Friday, September 16, 2011

Strong Enough For Me To Be Weak

"No matter how strong the woman is , she wishes a for man to be stronger than herself ....not in order to give him the right to limit her freedom, but to give her the right." - Stolen from the Facebook status of my girl Aisha.

This status stroke a chord with me. Probably because it describes me. I've spoken about my strength on my blog before. I think Black women are raised to be strong. It's something inherent in us. I grew up watching my Mom being the epitome of a strong woman. She worked 2 & 3 jobs as well as taking care of us & home. She personified strength tovme all my life. Being the oldest of 6, being strong was the only option for me. I used to think that my strength could be seen as a con. I had to learn how to allow myself to be weak when I needed to be. It was a tough lesson to learn.

This internal struggle between strength and weakness was intense. It's most apparent in relationships to me. Sometimes women can be so strong and so independent that they can make a man feel unwanted, unneeded, and less than. No good can come from that. This isn't about stroking a man's ego. It's about respecting him and allowing a man to be a man in the relationship. I'm also not a big believer in the whole "I (as a woman) can do everything a man can. " I can't. Nor can any man do everything a woman can. If they could, I'd love to see a man go through pregnancy and give birth.

After thinking about the status, I felt I had to respond. So, I said "This is golden!!! Sometimes when you've been the strong woman, all you want is someone to help ease the load. And when you find a man who allows you to be weak without compromising who you are, it is the most wonderful thing. It's absolutely amazing to have someone who wants to be strong for you even if he knows you can handle it." Finding a man who can just allow you to note strong all the time is amazing. It's about letting go of control for a while. That is a gift in itself.

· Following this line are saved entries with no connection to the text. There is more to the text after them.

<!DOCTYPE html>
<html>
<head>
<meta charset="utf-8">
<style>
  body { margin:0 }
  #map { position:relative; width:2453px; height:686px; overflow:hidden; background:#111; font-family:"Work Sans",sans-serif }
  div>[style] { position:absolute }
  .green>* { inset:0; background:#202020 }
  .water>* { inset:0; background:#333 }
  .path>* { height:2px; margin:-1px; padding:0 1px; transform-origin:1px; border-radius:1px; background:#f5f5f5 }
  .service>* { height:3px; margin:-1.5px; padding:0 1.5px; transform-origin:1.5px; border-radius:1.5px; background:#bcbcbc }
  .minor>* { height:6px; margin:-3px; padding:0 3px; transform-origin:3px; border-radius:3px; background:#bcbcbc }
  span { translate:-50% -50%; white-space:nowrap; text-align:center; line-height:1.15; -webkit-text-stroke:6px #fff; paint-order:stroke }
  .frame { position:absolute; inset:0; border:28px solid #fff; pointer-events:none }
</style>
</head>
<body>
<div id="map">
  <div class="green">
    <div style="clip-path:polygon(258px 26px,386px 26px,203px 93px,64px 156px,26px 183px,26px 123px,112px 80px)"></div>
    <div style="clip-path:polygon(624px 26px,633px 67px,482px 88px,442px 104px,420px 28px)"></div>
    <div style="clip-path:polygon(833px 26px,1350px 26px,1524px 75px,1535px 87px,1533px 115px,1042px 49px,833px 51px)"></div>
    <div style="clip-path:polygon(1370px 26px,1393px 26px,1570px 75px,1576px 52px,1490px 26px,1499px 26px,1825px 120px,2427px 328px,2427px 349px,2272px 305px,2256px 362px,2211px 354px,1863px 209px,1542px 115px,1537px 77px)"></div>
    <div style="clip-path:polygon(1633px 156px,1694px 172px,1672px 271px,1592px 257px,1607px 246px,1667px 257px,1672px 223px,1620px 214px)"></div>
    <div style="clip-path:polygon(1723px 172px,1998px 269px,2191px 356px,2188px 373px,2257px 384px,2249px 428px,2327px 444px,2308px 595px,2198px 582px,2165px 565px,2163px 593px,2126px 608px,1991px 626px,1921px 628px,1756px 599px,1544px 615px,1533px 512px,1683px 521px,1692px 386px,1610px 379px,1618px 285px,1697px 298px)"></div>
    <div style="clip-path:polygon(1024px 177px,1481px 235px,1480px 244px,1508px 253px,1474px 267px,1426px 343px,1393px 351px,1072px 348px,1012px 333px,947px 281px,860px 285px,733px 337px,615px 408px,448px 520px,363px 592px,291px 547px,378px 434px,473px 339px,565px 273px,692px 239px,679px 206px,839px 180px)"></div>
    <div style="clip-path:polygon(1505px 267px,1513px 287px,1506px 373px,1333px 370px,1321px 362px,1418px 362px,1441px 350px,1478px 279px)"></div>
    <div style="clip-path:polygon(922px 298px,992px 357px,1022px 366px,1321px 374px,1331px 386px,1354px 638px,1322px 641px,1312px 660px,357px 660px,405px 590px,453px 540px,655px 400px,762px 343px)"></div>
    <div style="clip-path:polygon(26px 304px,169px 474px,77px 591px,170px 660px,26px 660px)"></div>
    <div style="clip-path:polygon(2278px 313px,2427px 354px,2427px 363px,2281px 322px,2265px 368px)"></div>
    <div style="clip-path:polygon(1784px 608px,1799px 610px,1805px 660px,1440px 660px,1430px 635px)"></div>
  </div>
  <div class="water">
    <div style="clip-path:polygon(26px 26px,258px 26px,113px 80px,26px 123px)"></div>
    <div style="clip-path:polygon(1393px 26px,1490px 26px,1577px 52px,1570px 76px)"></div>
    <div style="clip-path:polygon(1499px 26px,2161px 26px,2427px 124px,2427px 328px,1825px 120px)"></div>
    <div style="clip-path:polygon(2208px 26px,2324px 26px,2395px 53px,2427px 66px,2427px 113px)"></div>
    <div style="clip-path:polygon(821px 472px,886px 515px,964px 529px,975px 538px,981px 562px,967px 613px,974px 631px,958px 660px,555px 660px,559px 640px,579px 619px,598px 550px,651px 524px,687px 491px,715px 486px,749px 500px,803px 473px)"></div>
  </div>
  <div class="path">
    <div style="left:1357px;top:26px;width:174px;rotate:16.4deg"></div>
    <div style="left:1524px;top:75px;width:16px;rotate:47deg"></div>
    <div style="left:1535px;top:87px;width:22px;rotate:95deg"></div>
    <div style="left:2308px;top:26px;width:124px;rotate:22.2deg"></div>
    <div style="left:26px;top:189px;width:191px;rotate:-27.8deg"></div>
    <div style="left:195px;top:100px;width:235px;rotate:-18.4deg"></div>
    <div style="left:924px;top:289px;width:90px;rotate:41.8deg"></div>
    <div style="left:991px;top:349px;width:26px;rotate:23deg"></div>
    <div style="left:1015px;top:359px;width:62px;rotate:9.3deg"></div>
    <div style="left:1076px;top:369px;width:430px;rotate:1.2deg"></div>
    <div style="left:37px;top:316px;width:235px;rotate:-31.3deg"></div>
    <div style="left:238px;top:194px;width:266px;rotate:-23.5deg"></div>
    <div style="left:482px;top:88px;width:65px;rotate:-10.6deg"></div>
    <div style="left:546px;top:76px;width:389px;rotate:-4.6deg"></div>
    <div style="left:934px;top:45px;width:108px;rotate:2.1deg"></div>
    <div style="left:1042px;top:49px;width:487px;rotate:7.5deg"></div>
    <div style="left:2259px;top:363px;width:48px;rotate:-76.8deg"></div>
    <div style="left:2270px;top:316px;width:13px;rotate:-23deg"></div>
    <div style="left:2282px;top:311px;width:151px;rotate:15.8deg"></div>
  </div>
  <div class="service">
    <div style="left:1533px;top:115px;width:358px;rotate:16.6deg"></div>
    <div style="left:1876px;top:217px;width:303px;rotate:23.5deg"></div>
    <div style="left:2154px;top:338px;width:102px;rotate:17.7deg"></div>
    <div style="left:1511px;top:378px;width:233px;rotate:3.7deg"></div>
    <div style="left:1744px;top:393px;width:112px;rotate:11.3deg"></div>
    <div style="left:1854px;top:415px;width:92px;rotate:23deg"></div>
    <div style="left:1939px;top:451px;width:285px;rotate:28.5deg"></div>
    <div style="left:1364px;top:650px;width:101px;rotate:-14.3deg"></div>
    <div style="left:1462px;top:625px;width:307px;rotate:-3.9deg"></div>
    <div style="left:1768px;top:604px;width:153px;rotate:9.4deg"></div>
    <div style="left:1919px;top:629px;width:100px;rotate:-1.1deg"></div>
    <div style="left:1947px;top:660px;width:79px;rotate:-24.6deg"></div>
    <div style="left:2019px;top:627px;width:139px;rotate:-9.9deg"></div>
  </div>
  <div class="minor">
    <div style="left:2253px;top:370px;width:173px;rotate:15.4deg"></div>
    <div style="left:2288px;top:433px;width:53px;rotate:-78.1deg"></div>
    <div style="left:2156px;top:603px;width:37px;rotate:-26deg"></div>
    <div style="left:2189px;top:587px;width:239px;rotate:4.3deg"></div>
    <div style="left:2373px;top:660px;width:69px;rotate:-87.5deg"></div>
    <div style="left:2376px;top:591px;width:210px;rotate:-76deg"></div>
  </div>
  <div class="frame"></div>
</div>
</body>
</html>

The conversation that followed Aisha's status was full of insightful gems. My girl Kenyatta made a few great points about not dealing with a weak man. She said " A women could NEVER take the place of a man....and being independent is good when your single..you have no choice. But trying to be super woman and run shit while I'm in a relationship...NOT. That would never work." I totally agree. This wasn't about bashing men. It was more about celebrating the great ones. Being a strong Black woman can be the gift and the curse sometimes. But, if and when a woman can find a man strong enough for her to be weak, she better hold on. It's a wonderful feeling to be able to allow someone else to lead for a while. There is beauty in strength. Embrace it.